### Jan

#### 6

# Choosing models that suck less: Akaike is more than just fun to say

Filed Under statistics | 6 Comments

*I’m on Twitter a lot, and more to the point, I read a whole lot of blogs and web pages, all of which point to three, related questions:*

- Why do I so seldom read anything on how to DO predictive analytics or modeling from people who are always tweeting how these are (** Drum roll **) – THE WAVE OF THE FUTURE.
- Even in the small minority of people on the planet who are writing about analytics, there is an even smaller minority who actually explain statistical concepts underlying those techniques. Is this because they don’t think these are important to know or because they have just given up on getting anyone to care?
- How the hell do people get time to spend all day on Twitter and posting on blogs? Don’t they have jobs?

Well, I do have a job but today has been a kick-ass rocking awesome day when all of my programs ran, my output was interpretable. This followed an equally good day yesterday when my program did not run perfectly, but well enough to do what the client wanted. So, life under the blue skies is just pretty damn great. Sorry if you live some place it snows. Sucks to be you.

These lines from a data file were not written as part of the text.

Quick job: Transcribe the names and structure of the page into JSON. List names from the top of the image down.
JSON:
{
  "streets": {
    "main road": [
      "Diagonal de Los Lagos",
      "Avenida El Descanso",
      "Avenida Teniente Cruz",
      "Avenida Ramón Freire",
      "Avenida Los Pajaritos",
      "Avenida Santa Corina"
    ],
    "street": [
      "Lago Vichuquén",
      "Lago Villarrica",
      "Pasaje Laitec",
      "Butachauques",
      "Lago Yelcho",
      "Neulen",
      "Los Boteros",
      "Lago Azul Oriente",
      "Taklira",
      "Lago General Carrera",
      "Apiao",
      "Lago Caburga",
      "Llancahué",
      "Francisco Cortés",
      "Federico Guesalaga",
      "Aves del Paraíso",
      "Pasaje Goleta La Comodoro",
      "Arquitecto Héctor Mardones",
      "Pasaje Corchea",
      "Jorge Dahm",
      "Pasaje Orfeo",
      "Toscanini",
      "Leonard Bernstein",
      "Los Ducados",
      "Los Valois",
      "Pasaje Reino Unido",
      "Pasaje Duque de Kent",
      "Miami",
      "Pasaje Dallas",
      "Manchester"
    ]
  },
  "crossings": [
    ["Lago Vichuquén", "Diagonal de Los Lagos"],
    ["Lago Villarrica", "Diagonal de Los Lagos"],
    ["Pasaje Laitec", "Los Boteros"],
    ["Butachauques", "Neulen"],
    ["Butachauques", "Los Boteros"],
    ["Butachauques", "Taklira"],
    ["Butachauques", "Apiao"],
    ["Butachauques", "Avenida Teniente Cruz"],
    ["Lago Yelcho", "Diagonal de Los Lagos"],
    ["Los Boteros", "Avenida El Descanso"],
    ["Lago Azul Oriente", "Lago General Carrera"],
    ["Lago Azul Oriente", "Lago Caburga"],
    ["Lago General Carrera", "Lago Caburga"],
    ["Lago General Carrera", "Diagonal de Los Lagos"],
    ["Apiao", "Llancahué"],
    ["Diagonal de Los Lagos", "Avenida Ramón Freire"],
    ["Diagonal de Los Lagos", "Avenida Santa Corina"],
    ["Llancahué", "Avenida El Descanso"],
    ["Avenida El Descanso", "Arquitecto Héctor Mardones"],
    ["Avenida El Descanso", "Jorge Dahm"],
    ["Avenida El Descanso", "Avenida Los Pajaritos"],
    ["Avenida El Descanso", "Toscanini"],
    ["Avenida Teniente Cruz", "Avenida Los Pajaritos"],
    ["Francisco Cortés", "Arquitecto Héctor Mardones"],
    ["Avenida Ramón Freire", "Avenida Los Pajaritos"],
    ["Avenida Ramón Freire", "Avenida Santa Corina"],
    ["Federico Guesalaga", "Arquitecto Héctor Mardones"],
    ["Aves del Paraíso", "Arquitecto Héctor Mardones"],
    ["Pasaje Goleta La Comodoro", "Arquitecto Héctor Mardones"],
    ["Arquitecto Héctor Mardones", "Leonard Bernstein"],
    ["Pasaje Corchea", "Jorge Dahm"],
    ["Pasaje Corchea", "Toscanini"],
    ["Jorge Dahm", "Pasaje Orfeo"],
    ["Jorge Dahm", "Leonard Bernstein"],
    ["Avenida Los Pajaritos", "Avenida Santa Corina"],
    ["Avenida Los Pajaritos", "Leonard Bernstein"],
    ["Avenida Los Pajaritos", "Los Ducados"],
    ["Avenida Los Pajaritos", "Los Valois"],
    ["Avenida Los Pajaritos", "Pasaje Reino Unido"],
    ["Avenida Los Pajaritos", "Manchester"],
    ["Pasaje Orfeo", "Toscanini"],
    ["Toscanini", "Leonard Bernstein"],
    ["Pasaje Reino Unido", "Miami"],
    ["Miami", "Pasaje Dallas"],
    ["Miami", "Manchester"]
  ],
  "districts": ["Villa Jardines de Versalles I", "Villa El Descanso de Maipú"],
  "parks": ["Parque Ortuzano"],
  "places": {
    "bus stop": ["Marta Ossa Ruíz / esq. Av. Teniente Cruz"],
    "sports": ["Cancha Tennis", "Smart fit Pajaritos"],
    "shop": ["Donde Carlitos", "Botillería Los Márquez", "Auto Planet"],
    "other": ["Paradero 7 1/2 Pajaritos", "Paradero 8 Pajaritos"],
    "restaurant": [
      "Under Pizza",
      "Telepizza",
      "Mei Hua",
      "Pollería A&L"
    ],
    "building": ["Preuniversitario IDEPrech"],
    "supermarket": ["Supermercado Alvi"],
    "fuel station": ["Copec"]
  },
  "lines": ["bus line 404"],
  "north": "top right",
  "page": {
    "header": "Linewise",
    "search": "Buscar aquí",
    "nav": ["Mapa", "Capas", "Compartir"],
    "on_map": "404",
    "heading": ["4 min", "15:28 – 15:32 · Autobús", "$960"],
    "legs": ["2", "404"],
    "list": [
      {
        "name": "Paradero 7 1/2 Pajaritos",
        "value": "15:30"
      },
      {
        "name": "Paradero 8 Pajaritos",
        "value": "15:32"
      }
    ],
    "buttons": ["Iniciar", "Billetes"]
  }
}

I was taking a break this morning reading a book and on page 42 of Advanced Statistics with SPSS (or PASW or whatever they are calling it these days) and I came to this line,

“The ANOVA method (for variance component options) sometimes indicates negative variance estimates, which can indicate an incorrect model … ”

and I thought,

“Yeah, duh!”

and then I stopped because I could think of several people off the top of my head to whom that would not be obvious. So, let’s start here.

Variance is the degree to which things vary from each other. Some people, including me, consider science to be the search for explained variance. Why do some people score high on a test while others score low? Why do birds fall out of the sky in Arkansas in January but not in California?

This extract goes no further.